> What the exercise asks: For each line below that includes the string "absolute", show the whole line.
══ Dataset excerpts
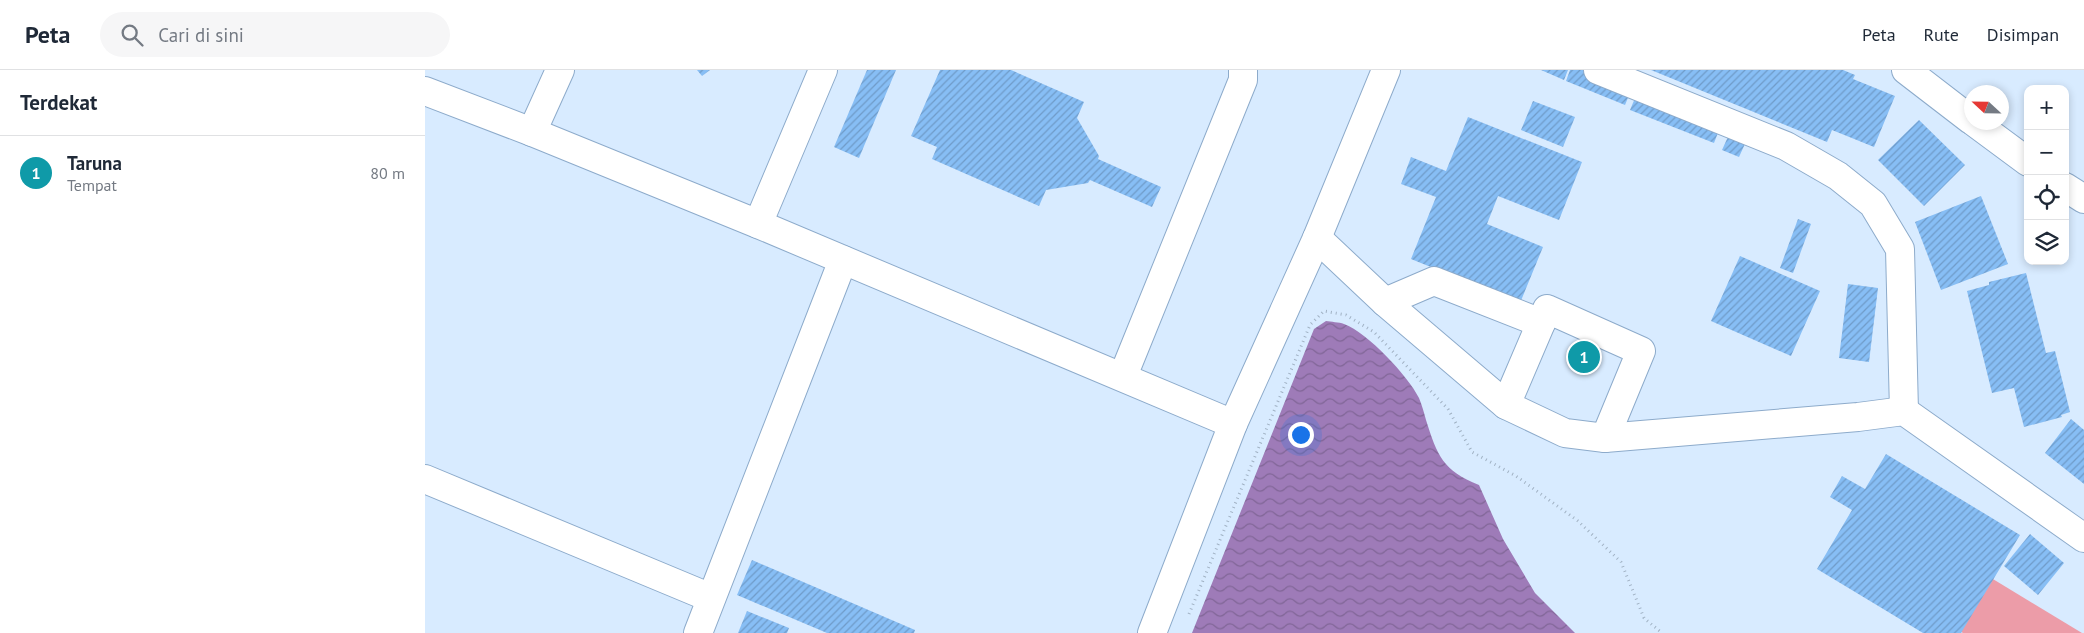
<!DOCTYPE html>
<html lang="id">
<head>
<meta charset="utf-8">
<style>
  body { margin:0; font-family:"PT Sans",sans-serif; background:#f6f6f7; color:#1f2937 }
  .controls { position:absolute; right:15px; top:15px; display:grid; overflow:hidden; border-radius:10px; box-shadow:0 2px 8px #0003 }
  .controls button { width:45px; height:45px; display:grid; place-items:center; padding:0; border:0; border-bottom:1px solid #e0e1e3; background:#fff; color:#1f2937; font:25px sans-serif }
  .compass { position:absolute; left:1539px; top:15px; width:45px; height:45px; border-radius:50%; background:#fff; box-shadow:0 2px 8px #0003; rotate:292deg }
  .you { position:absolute; left:875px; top:364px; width:18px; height:18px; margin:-12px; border:4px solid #fff; border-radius:50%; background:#1a73e8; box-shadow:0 0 0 8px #1a73e833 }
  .badge { display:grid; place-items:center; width:32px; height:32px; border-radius:50%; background:#745229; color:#fff; font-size:16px; font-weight:700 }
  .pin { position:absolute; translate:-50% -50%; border:2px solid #fff; box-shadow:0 1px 5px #0006 }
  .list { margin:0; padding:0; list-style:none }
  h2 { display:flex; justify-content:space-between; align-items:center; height:65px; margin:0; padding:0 20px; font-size:21px }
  h2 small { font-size:16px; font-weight:400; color:#747a83 }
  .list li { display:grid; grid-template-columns:32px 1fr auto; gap:15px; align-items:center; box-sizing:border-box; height:75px; padding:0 20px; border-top:1px solid #e0e1e3 }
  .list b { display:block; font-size:19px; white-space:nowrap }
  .list p { margin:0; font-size:16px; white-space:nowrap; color:#747a83 }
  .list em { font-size:16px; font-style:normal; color:#747a83 }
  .icon { flex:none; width:28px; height:28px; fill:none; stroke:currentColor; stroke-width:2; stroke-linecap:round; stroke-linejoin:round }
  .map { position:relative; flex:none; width:1659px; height:563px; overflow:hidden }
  header { display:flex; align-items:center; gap:30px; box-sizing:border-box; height:70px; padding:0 25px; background:#fff; border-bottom:1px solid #e0e1e3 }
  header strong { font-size:24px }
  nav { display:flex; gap:28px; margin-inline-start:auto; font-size:18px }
  .search { width:350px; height:45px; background:#f6f6f7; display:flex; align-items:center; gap:12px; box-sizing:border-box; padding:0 18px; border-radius:28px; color:#747a83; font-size:19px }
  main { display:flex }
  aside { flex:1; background:#fff }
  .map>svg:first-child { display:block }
  .pitch { fill:#ec9ca8 }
  .water { fill:url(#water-waves) }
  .building { fill:url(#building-hatch) }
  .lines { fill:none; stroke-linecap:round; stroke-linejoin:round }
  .minor-casing { stroke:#8dabcb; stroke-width:30 }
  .path { stroke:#a1b2c4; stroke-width:3; stroke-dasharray:1 4; stroke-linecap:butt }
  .minor { stroke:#fff; stroke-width:28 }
</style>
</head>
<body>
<header>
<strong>Peta</strong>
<div class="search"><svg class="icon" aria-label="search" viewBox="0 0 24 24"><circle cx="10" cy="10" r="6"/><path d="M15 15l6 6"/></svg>Cari di sini</div>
<nav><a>Peta</a><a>Rute</a><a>Disimpan</a></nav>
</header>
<main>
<aside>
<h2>Terdekat<small></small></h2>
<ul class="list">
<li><span class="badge" style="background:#0f9aa8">1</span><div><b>Taruna</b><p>Tempat</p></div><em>80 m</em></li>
</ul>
</aside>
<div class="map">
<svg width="1659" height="563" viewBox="0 0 1659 563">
  <defs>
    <pattern id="water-waves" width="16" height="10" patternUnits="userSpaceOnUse" patternTransform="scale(1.25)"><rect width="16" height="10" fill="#9e7bb8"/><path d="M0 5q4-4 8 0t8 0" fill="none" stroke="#816697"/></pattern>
    <pattern id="building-hatch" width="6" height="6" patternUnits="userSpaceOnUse" patternTransform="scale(1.25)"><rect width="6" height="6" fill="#87bef5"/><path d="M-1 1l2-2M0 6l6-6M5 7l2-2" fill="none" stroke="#6f9bc8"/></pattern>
  </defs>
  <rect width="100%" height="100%" fill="#d8ebff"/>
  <polygon class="pitch" points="1558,503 1657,563 1538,563 1526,556"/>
  <path class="water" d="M901 251C906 252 914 252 919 254 943 263 983 306 994 328 997 335 999 343 1001 350 1012 385 1018 401 1054 415L1078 469 1110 523 1150 563H767L889 259Z"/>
  <g class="building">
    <polygon points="272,0 285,0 277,6"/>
    <polygon points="442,0 471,0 434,88 409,77"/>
    <polygon points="515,0 586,0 659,32 652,48 674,86 673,89 736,117 727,137 665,110 663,113 621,120 614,136 507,89 512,77 486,66"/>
    <polygon points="1116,0 1143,0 1139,10"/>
    <polygon points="1145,0 1161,0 1207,18 1200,35 1141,11"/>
    <polygon points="1226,0 1418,0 1430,5 1428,9 1470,26 1449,77 1407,60 1402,72"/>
    <polygon points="1213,21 1296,55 1289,73 1205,40"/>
    <polygon points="1108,31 1150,47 1138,77 1096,60"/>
    <polygon points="1043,47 1157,92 1134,150 1073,126 1062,154 1118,177 1095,233 986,189 1011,127 976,114 986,87 1021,101"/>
    <polygon points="1494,50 1540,95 1499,136 1453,90"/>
    <polygon points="1307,58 1324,65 1314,87 1297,80"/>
    <polygon points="1556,126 1583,194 1516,220 1490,152"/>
    <polygon points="1373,149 1386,154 1368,203 1355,198"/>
    <polygon points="1315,186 1395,221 1366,286 1286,251"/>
    <polygon points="1601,203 1621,283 1630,281 1645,342 1636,345 1637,347 1599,357 1589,318 1567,323 1542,221 1564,215 1564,212"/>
    <polygon points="1423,214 1453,218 1444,292 1414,288"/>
    <polygon points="1646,349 1659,360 1659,414 1620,383"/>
    <polygon points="1461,384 1595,465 1536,563 1498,563 1392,499 1427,440 1405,427 1417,406 1440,419"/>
    <polygon points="1605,464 1639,493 1613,525 1579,496"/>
    <polygon points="327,490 490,560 489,563 402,563 312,525"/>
    <polygon points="322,541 364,558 362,563 313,563"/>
  </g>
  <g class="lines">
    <defs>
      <g id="minor">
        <polyline points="1173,0 1361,76 1413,106 1448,134 1475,179 1479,341"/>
        <polyline points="1481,0 1546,50"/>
        <polyline points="0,21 107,62 333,154 808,354 892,168 961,0"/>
        <polyline points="1549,52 1603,92"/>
        <polyline points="107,62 135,0"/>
        <polyline points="1640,117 1659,129"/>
        <polyline points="333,154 398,0"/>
        <polyline points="892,168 960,232 1081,335 1140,363 1180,368 1433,347 1479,341 1659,468"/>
        <polyline points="960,232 1009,211 1116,253"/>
        <polyline points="698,306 818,10 818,0"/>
        <polyline points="1081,335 1122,239 1216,281 1180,368"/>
        <polyline points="0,409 286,528"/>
        <polyline points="273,563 418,190"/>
        <polyline points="727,563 808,354"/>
      </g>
    </defs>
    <use href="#minor" class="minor-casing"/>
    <polyline class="path" points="764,544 885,255 899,241 921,245 949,262 1023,339 1047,382 1091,406 1153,451 1196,492 1219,548 1237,563"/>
    <use href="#minor" class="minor"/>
  </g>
</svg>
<div class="controls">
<button>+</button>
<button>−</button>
<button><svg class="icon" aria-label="locate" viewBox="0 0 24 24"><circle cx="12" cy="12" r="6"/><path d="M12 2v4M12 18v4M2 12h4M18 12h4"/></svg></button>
<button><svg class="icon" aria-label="layers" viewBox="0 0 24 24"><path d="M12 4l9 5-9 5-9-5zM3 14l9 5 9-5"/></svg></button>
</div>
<svg class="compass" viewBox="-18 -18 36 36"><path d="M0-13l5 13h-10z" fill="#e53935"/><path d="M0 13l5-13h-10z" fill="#747a83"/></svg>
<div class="you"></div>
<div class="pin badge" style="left:1159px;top:287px;background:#0f9aa8">1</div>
</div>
</main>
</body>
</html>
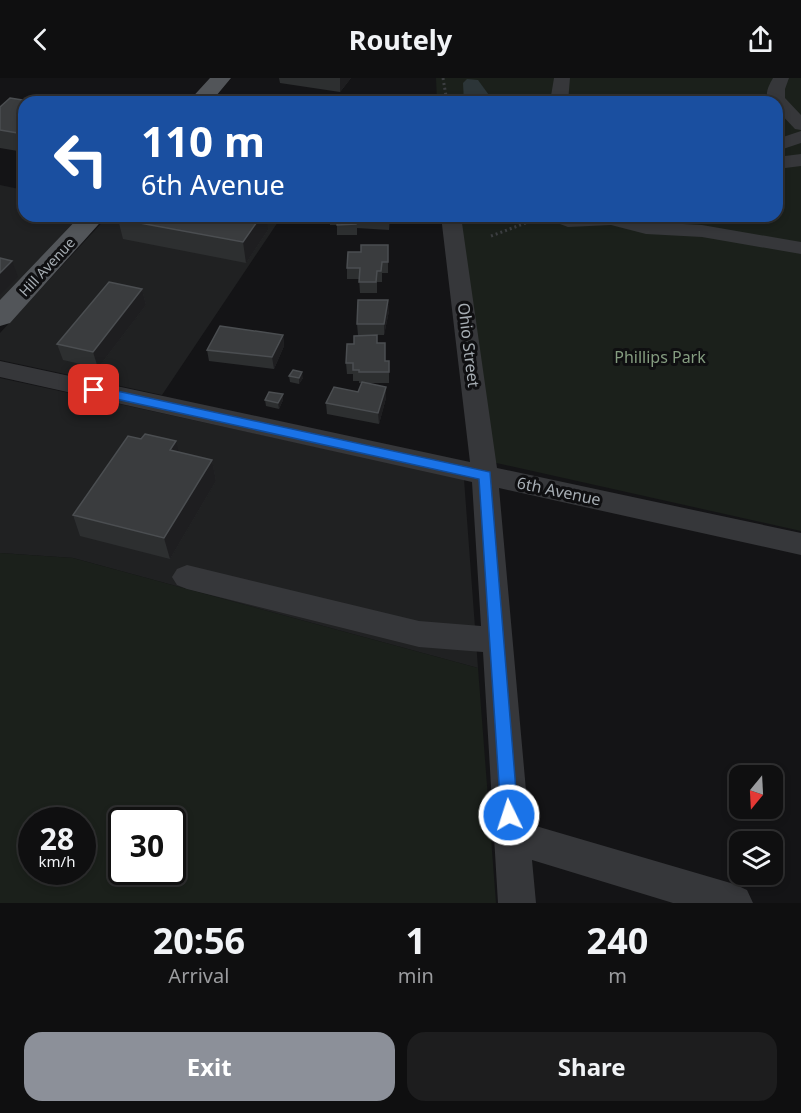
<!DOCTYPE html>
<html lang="en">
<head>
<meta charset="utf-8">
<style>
  :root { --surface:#0f0f10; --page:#1d1d1e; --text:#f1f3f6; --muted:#9b9c9f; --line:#2f2f30; --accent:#8c9099 }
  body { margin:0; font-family:"Noto Sans",sans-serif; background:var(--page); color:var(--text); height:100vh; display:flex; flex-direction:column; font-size:22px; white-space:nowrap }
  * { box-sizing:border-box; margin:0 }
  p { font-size:20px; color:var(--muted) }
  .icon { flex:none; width:33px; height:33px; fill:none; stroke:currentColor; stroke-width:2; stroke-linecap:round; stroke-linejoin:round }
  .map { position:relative; height:825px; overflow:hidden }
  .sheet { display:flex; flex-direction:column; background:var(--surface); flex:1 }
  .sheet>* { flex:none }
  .guide { position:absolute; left:18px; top:18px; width:765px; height:126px; border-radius:18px; box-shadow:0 3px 9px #0003,0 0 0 2px var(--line); background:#1a4fa0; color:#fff; overflow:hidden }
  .needle { width:39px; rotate:198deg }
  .tools { position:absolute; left:729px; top:687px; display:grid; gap:12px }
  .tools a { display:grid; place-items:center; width:54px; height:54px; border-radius:12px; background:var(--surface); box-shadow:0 3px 9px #0003,0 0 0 2px var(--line); font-size:30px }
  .speed { position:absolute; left:18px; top:729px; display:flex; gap:12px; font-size:30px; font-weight:700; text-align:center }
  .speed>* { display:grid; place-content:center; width:78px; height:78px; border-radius:50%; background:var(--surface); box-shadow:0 3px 9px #0003,0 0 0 2px var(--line); line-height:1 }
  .speed small { font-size:15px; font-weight:400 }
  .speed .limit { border:3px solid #111; border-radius:9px; background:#fff; color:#111 }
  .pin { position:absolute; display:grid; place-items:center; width:51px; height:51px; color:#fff; margin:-26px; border-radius:12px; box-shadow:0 3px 9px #0006 }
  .me { position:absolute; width:66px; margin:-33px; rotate:356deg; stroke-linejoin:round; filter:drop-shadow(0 0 4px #0008) }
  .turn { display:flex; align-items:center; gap:21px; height:126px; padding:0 24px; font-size:27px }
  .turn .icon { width:78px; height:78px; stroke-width:2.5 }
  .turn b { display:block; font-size:42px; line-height:51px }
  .eta { display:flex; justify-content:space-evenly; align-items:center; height:102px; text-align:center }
  .eta b { font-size:36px; font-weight:700; line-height:42px }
  .action { display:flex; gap:12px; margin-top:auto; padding:12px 24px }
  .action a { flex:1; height:69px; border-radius:18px; background:var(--accent); color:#fff; font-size:24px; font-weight:700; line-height:69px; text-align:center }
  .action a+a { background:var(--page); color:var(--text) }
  header { display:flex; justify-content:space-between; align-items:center; height:78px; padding:0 24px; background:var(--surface); font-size:27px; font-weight:700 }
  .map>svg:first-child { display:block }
  .built { fill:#202122 }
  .green { fill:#1b201b; fill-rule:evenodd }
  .water { fill:#2c3538 }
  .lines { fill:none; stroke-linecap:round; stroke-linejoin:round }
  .path { stroke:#3c3e41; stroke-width:3; stroke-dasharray:2 3; stroke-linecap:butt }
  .minor { fill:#36373a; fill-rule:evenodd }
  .major { fill:#525559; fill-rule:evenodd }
  .wall { fill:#2d2f30 }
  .shaded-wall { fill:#1e1e20 }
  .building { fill:#3a3c3e; stroke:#4b4e51; stroke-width:1.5 }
  .route { fill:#1a73e8; stroke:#114b97; stroke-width:1.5 }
  .labels { text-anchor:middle; stroke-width:6; stroke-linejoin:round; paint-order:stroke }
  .far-street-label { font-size:14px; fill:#a7aeb4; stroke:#0f0f11 }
  .street-label { font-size:16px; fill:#a7aeb4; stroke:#0f0f11 }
  .park-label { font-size:16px; fill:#859d80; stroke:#0f0f11 }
</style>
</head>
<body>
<header><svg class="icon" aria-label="back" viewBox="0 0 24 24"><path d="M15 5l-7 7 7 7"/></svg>Routely<svg class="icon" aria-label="share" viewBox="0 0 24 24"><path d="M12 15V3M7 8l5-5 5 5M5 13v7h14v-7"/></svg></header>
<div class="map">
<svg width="801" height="825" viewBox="0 0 801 825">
  <rect width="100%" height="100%" fill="#141416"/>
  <path class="built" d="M0,107L24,112V138H80L0,223Z
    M108,138H282L162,317L0,282V255Z
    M0,300L464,401L478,590L73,480L0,475Z"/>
  <path class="green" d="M436,0H801V453L492,384L458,138H777V24H437Z
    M0,475L73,480L478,590L496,825H0ZM32,742H82V794H32ZM122,742H172V794H122Z"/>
  <path class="water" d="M467,1L478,2L494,24H464L463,5Z"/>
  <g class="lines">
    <path class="path" d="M443,0L447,24
      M491,158L539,140"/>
    <path class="minor" d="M554,0H570L568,24H550Z
      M773,0H789L785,11V20L801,37V52L795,51L777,32V24H769C764,16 769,7 773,0Z
      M801,53V65L777,73V61Z
      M801,76V88L777,91V79Z
      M441,138H461L497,390L801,455V477L499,410L529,746L734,806L747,812L753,825H673L532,782L536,825H498L483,574L419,569L187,511L177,507L172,499L177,491L187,487L419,543L481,548L472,404L0,299V283L470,384Z
      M546,138H623L646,144L702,147L801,164V176L702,159L646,156L611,147L568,149L549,142Z"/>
    <path class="major" d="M210,0H231L211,24H188Z
      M80,138H106L10,245L0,248V222Z"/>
  </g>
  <path class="wall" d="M279,0H351L340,14L280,5Z
    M24,24V74L0,70V29Z
    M330,138H390L389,152L357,150V157H337V147H330Z
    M118,141L268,152L246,185L123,161Z
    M388,167V195H382V204H377V215H360L359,201H347V190L361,174Z
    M142,211L146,227L98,290L63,282L57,266Z
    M389,233L384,257H358L357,246Z
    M283,257L284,268L274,291L209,283L207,272Z
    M377,265L389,294V305H368L386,320L379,346L327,336L326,325L358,314L362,305H359V303H353V296H347L346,285Z
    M289,298L303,300L299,306L290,304Z
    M265,322H283L279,331L266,328Z
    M178,374L212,382L216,403L170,481L80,458L73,437Z"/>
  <path class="shaded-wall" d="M340,0H351L340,14Z
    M261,138H266L268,152L246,185L243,164Z
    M12,183L18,199L0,217V195Z
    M142,211L146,227L98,290L93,274Z
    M388,222L389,233L384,257V246Z
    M283,257L284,268L274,291L272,279Z
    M302,294L303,300L299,306V300Z
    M386,309V320L379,346L378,335Z
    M283,316V322L279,331L278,325Z
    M176,363L181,384L170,372Z
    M212,382L216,403L170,481L164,460Z"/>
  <path class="building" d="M10,20L35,24H24V56L0,52V29Z
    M121,138H261L243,164L118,141Z
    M337,138H389V142L357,139L356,146L337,147Z
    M361,167H388V184H382L381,193H377L376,204H359L360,190H347L348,174H361Z
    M0,180L12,183L0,195Z
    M109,204L142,211L93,274L57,266Z
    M358,222H388L384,246H357Z
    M220,248L283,257L272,279L207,272Z
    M377,257V265H385V283H389V294H359V292H353V285H346L347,266H354V258Z
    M293,292L302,294L299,300L289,298Z
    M362,304L386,309L378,335L326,325L334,309L358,314Z
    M269,314L283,316L278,325L265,322Z
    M145,356L176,363L170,372L212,382L164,460L73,437L128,358L141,361Z"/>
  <path class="route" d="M94,308L490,394L518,737L516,743L509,745L503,743L501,737L479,401L89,315L88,312Z"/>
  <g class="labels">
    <g class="far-street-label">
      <text transform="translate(47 189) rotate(-47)" y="5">Hill Avenue</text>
    </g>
    <g class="street-label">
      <text transform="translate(469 267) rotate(83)" y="6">Ohio Street</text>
      <text transform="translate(559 413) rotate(12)" y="6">6th Avenue</text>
    </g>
    <g class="park-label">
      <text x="660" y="285">Phillips Park</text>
    </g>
  </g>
</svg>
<div class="tools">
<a><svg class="needle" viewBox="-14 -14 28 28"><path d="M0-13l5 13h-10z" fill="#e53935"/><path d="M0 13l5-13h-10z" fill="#9b9c9f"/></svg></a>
<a><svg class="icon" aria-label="layers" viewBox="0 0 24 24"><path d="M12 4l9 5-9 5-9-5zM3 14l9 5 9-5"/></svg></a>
</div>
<div class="speed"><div>28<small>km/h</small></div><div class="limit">30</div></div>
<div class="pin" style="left:94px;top:312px;background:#d93025"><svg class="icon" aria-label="arrive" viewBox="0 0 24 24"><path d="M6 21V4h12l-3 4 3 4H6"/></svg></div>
<svg class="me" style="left:509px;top:737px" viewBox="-20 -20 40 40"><circle r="17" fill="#1a73e8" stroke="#fff" stroke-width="3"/><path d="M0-11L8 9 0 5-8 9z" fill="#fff"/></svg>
<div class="guide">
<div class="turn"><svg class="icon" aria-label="left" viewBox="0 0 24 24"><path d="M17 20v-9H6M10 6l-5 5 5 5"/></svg><div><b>110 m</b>6th Avenue</div></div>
</div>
</div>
<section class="sheet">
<div class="eta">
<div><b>20:56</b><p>Arrival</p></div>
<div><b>1</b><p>min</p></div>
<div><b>240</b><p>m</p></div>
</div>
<div class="action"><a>Exit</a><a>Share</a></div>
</section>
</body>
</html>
════
> Solution for this exercise:
  .controls { position:absolute; right:15px; top:15px; display:grid; overflow:hidden; border-radius:10px; box-shadow:0 2px 8px #0003 }
  .compass { position:absolute; left:1539px; top:15px; width:45px; height:45px; border-radius:50%; background:#fff; box-shadow:0 2px 8px #0003; rotate:292deg }
  .you { position:absolute; left:875px; top:364px; width:18px; height:18px; margin:-12px; border:4px solid #fff; border-radius:50%; background:#1a73e8; box-shadow:0 0 0 8px #1a73e833 }
  .pin { position:absolute; translate:-50% -50%; border:2px solid #fff; box-shadow:0 1px 5px #0006 }
  .guide { position:absolute; left:18px; top:18px; width:765px; height:126px; border-radius:18px; box-shadow:0 3px 9px #0003,0 0 0 2px var(--line); background:#1a4fa0; color:#fff; overflow:hidden }
  .tools { position:absolute; left:729px; top:687px; display:grid; gap:12px }
  .speed { position:absolute; left:18px; top:729px; display:flex; gap:12px; font-size:30px; font-weight:700; text-align:center }
  .pin { position:absolute; display:grid; place-items:center; width:51px; height:51px; color:#fff; margin:-26px; border-radius:12px; box-shadow:0 3px 9px #0006 }
  .me { position:absolute; width:66px; margin:-33px; rotate:356deg; stroke-linejoin:round; filter:drop-shadow(0 0 4px #0008) }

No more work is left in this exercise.